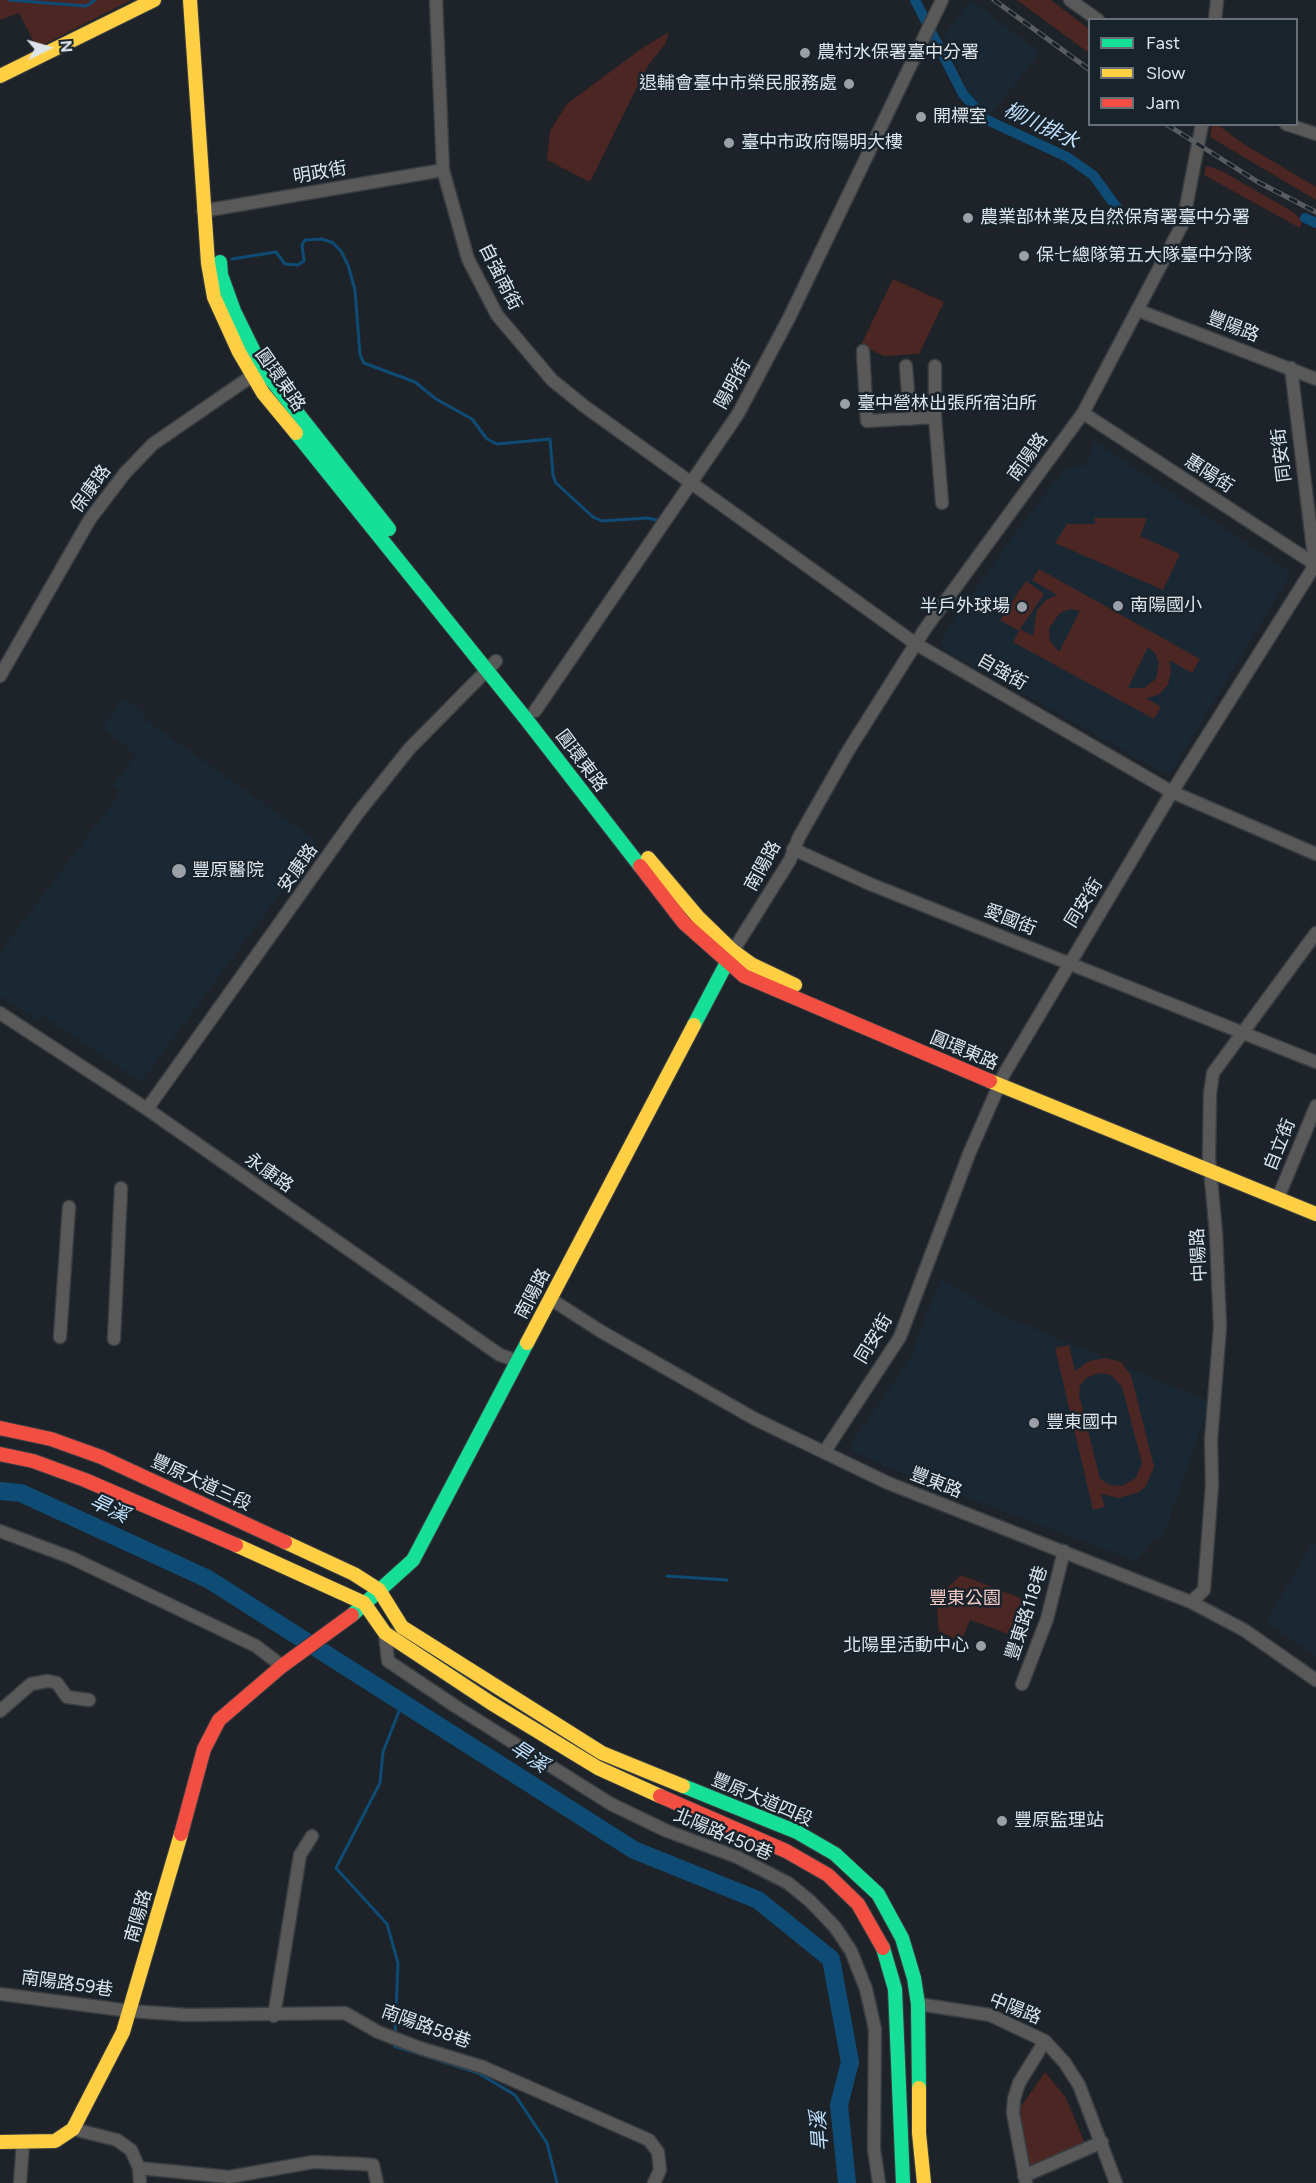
<!DOCTYPE html>
<meta charset="utf-8">
<style>
body{margin:0}
#map{position:relative;width:1316px;height:2183px;overflow:hidden;background:#1d2328;font-family:Figtree,sans-serif}
canvas{display:block}
.legend{position:absolute;left:1088px;top:18px;width:210px;height:108px;box-sizing:border-box;background:#19232c;border:2px solid #677078;margin:0;padding:8px 10px;list-style:none;font-size:18px;color:#dde4ea}
.legend li{display:flex;align-items:center;gap:12px;height:30px}
.legend b{width:30px;border:2px solid #677078}
.north{position:absolute;left:18px;top:18px;width:60px;height:60px;-webkit-text-stroke:4px #19232c;paint-order:stroke;rotate:85deg;font-size:16px;font-weight:700;line-height:24px;text-align:center;color:#dde4ea}
.north::after{content:'';display:block;margin:auto;width:21px;height:27px;background:#dde4ea;clip-path:polygon(50% 0,100% 100%,50% 72%,0 100%)}
</style>
<div id="map">
<canvas width="1316" height="2183"></canvas>
<ul class="legend">
<li><b style="height:8px;background:#16e098"></b>Fast</li>
<li><b style="height:8px;background:#ffcf43"></b>Slow</li>
<li><b style="height:8px;background:#f24e42"></b>Jam</li>
</ul>
<div class="north">N</div>
</div>
<script>
const context = document.querySelector('canvas').getContext('2d');
context.lineJoin = 'round';
function fillPath(path, color) { context.fillStyle = color; context.fill(path, 'evenodd'); }
const poly = rows => new Path2D(rows.map(r => 'M' + r).join(''));
function trace(path, color, width, dash) { context.strokeStyle = color; context.lineWidth = width; context.lineCap = dash ? 'butt' : 'round'; context.setLineDash(dash || []); context.stroke(path); }
function drawText(font, color, halo, rows, align = 'center') {
  context.font = font + ' Figtree,"Noto Sans TC",sans-serif'; context.lineWidth = 5; context.setLineDash([]); context.textBaseline = 'middle'; context.strokeStyle = halo; context.fillStyle = color; for (const [text, x, y, turn = 0] of rows) {
    context.save(); context.translate(x, y); context.rotate((+turn || 0) * Math.PI / 180); context.textAlign = isNaN(turn) ? turn : align; if (halo) context.strokeText(text, 0, 0); context.fillText(text, 0, 0); context.restore();
  }
}
fillPath(poly([
 [971,0,1040,53,990,115,980,110,971,99,944,35],
 [1094,441,1291,573,1172,771,1166,774,943,649,941,639,1011,539,1066,467,1087,465],
 [124,698,140,710,146,720,318,842,141,1082,42,1015,39,1021,0,996,0,952,122,791,113,785,136,755,103,727],
 [941,1278,995,1312,1210,1402,1162,1540,1155,1537,1136,1561,896,1471,852,1451,851,1444,910,1358],
 [1313,1542,1316,1544,1316,1656,1266,1622]
]), '#1a2834');
fillPath(poly([
 [0,0,131,0,37,48,19,13,0,20],
 [1017,0,1051,0,1089,29,1089,53],
 [669,32,665,44,647,67,590,182,547,160,550,131,567,104,641,49],
 [1212,124,1218,125,1242,143,1316,187,1316,200,1210,137],
 [1206,166,1220,170,1293,212,1302,220,1300,228,1204,175],
 [893,279,944,302,919,354,884,356,861,345],
 [1094,518,1147,518,1140,536,1180,554,1163,590,1055,543,1067,524,1096,524],
 [1039,569,1200,659,1192,673,1169,660,1171,671,1168,685,1158,695,1146,698,1161,707,1154,719,1013,642,1019,631,1000,620,1026,581,1044,594,1020,629,1033,636,1037,610,1046,600,1057,595,1032,580],
 [1070,609,1080,611,1059,652,1050,641,1049,628,1060,613],
 [1148,647,1155,653,1159,663,1156,679,1144,688,1128,688],
 [1069,1345,1075,1371,1089,1361,1106,1358,1121,1362,1131,1375,1154,1467,1146,1486,1139,1492,1119,1498,1101,1494,1105,1507,1093,1510,1055,1348],
 [1100,1373,1111,1375,1122,1387,1142,1463,1136,1478,1122,1486,1110,1485,1100,1479,1079,1395,1080,1386,1086,1378],
 [961,1575,1030,1602,1017,1637,970,1620,961,1642,939,1631,937,1610,947,1588],
 [1045,2072,1066,2098,1086,2146,1027,2174,1017,2112]
]), '#4b2622');
trace(poly([
 [9,0,86,6,95,0],
 [232,259,276,252,285,264,298,265,304,261,302,245,305,240,322,239,333,243,341,251,348,265,355,290,360,355,364,363,415,382,436,399,472,419,487,439,497,444,550,439,553,475,556,483,593,517,602,521,647,518,657,520],
 [667,1576,727,1580],
 [395,2034,398,1963,387,1924,336,1868,380,1783,383,1752,403,1701],
 [395,2041,394,2046,478,2073,515,2095,547,2143,557,2183]
]), '#0e4c75', 3);
trace(poly([
 [915,0,963,94,985,119,1067,157,1093,175,1123,216],
 [1305,218,1316,223]
]), '#0e4c75', 10);
trace(poly([
 [0,1491,21,1493,208,1579,634,1850,758,1900,831,1959,850,2062,839,2105,847,2183]
]), '#0e4c75', 18);
const street = poly([
 [436,0,443,170,468,259,497,315,552,380,584,406,916,644,1172,792,1316,854],
 [1070,0,1098,20],
 [1215,20,1217,0],
 [1286,124,1316,134],
 [203,211,443,170],
 [1137,310,1316,379],
 [863,351,867,421,935,417],
 [906,366,910,419],
 [935,366,935,417,942,503],
 [1083,413,1316,565],
 [0,676,90,519,125,473,153,444,259,371],
 [535,711,738,414,789,318,942,0],
 [793,849,870,884,1316,1062],
 [733,951,790,860,799,837,848,751,925,629,1083,413,1183,223,1202,124],
 [0,1013,147,1109,500,1355,518,1361],
 [147,1109,358,813,410,748,496,661],
 [1278,1198,1316,1106],
 [552,1300,602,1332,755,1419,888,1483,1191,1602,1244,1630,1316,1680],
 [60,1337,69,1207],
 [114,1339,121,1188],
 [825,1451,900,1337,969,1154,1004,1074,1172,792,1315,565,1291,368],
 [0,1531,72,1558,256,1646,282,1666],
 [1191,1602,1204,1590,1212,1485,1211,1440,1220,1327,1216,1233,1209,1158,1210,1094,1213,1073,1316,933],
 [385,1633,388,1661,455,1706,611,1804,667,1831,737,1857,788,1883,810,1901,835,1927,851,1951,866,1989,875,2029,874,2149,879,2183],
 [1022,1684,1047,1619,1064,1551],
 [0,1711,31,1684,48,1681,57,1683,67,1697,89,1700],
 [0,1994,130,2011,188,2015,345,2013,378,2032,420,2048,483,2067,649,2140,658,2152,660,2170,654,2183],
 [918,2004,990,2015,1045,2041,1065,2063,1079,2085,1116,2183],
 [274,2016,300,1855,312,1836],
 [73,2129,117,2140,131,2150,139,2168,140,2183],
 [139,2168,229,2177,313,2162,362,2164,373,2165,377,2183],
 [1024,2176,1102,2142],
 [20,2183,23,2142],
 [1026,2183,1013,2113,1014,2099,1019,2083,1045,2041]
]);
const fast = poly([
 [220,262,221,275,234,311,262,368,389,529],
 [296,433,526,719,640,866],
 [694,1025,733,951],
 [352,1615,413,1560,527,1343],
 [683,1786,797,1832,835,1854,878,1894,902,1938,914,1978,918,2004,919,2088],
 [883,1948,895,1989,903,2183]
]);
const slow = poly([
 [190,0,208,263,214,297,239,352,263,393,296,433],
 [0,76,154,0],
 [648,858,698,917,733,951,751,964,795,985],
 [990,1081,1316,1214],
 [527,1343,694,1025],
 [285,1542,354,1574,379,1590,402,1627,602,1753,683,1786],
 [236,1545,364,1603,385,1633,491,1703,598,1768,660,1796],
 [919,2088,919,2133,924,2183],
 [0,2142,55,2141,73,2129,123,2032,181,1834]
]);
const jam = poly([
 [640,866,684,923,744,976,990,1081],
 [0,1428,51,1439,101,1457,285,1542],
 [0,1454,33,1461,85,1480,236,1545],
 [660,1796,786,1851,828,1875,858,1904,883,1948],
 [181,1834,204,1749,219,1720,282,1666,352,1615]
]);
trace(street, '#393e42', 15);
trace(fast, '#393e42', 16);
trace(slow, '#393e42', 16);
trace(jam, '#393e42', 16);
trace(street, '#59595a', 12);
trace(fast, '#16e098', 14);
trace(slow, '#ffcf43', 14);
trace(jam, '#f24e42', 14);
const rail = poly([
 [994,0,1090,70],
 [1166,124,1258,182,1316,212]
]);
trace(rail, '#5a5d5f', 5);
trace(rail, '#19232c', 3, [9]);
for (const [x, y, r, color] of [
 [805,53,6,"#9aa0a6"],
 [849,84,6,"#9aa0a6"],
 [921,117,6,"#9aa0a6"],
 [729,143,6,"#9aa0a6"],
 [968,218,6,"#9aa0a6"],
 [1024,256,6,"#9aa0a6"],
 [845,404,6,"#9aa0a6"],
 [1118,606,6,"#9aa0a6"],
 [1022,607,6,"#9aa0a6"],
 [179,871,8,"#9aa0a6"],
 [1034,1423,6,"#9aa0a6"],
 [981,1646,6,"#9aa0a6"],
 [1002,1821,6,"#9aa0a6"]
]) { const dot = new Path2D(); dot.arc(x, y, r, 0, 2 * Math.PI); context.fillStyle = color; context.fill(dot); trace(dot, '#19232c', 2); }
drawText('18px', '#dde4ea', '#19232c', [
 ["農村水保署臺中分署",817,53],
 ["退輔會臺中市榮民服務處",837,84,"right"],
 ["開標室",933,117],
 ["臺中市政府陽明大樓",741,143],
 ["農業部林業及自然保育署臺中分署",980,218],
 ["保七總隊第五大隊臺中分隊",1036,256],
 ["臺中營林出張所宿泊所",857,404],
 ["南陽國小",1130,606],
 ["半戶外球場",1010,607,"right"],
 ["豐原醫院",192,871],
 ["豐東國中",1046,1423],
 ["北陽里活動中心",969,1646,"right"],
 ["豐原監理站",1014,1821]
], 'left');
drawText('18px', '#dde4ea', '#19232c', [
 ["明政街",320,173,-10],
 ["自強南街",500,277,63],
 ["豐陽路",1233,327,21],
 ["圓環東路",280,380,55],
 ["陽明街",733,384,-61],
 ["同安街",1282,455,-97],
 ["南陽路",1028,457,-54],
 ["惠陽街",1209,474,33],
 ["保康路",91,489,-54],
 ["自強街",1002,672,30],
 ["圓環東路",581,761,53],
 ["南陽路",763,866,-61],
 ["安康路",298,868,-55],
 ["同安街",1084,903,-58],
 ["愛國街",1010,920,22],
 ["圓環東路",964,1051,23],
 ["自立街",1280,1145,-68],
 ["永康路",269,1173,35],
 ["中陽路",1199,1255,-93],
 ["南陽路",533,1294,-62],
 ["同安街",874,1339,-59],
 ["豐原大道三段",201,1483,25],
 ["豐東路",936,1483,21],
 ["豐東路118巷",1027,1613,-72],
 ["豐原大道四段",762,1800,23],
 ["北陽路450巷",723,1835,23],
 ["南陽路",139,1916,-74],
 ["南陽路59巷",67,1984,8],
 ["中陽路",1015,2009,22],
 ["南陽路58巷",426,2027,20]
]);
drawText('18px', '#f5c9c2', '#19232c', [
 ["豐東公園",965,1599]
]);
drawText('italic 20px', '#c2e2fe', '#19232c', [
 ["柳川排水",1041,126,26],
 ["旱溪",109,1509,25],
 ["旱溪",529,1757,33],
 ["旱溪",820,2131,-94]
]);
</script>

● **TASK TO CARRY OUT**:
Return every line from the material that contains the word "halo".

● **SOLUTION**:
function drawText(font, color, halo, rows, align = 'center') {
  context.font = font + ' Figtree,"Noto Sans TC",sans-serif'; context.lineWidth = 5; context.setLineDash([]); context.textBaseline = 'middle'; context.strokeStyle = halo; context.fillStyle = color; for (const [text, x, y, turn = 0] of rows) {
    context.save(); context.translate(x, y); context.rotate((+turn || 0) * Math.PI / 180); context.textAlign = isNaN(turn) ? turn : align; if (halo) context.strokeText(text, 0, 0); context.fillText(text, 0, 0); context.restore();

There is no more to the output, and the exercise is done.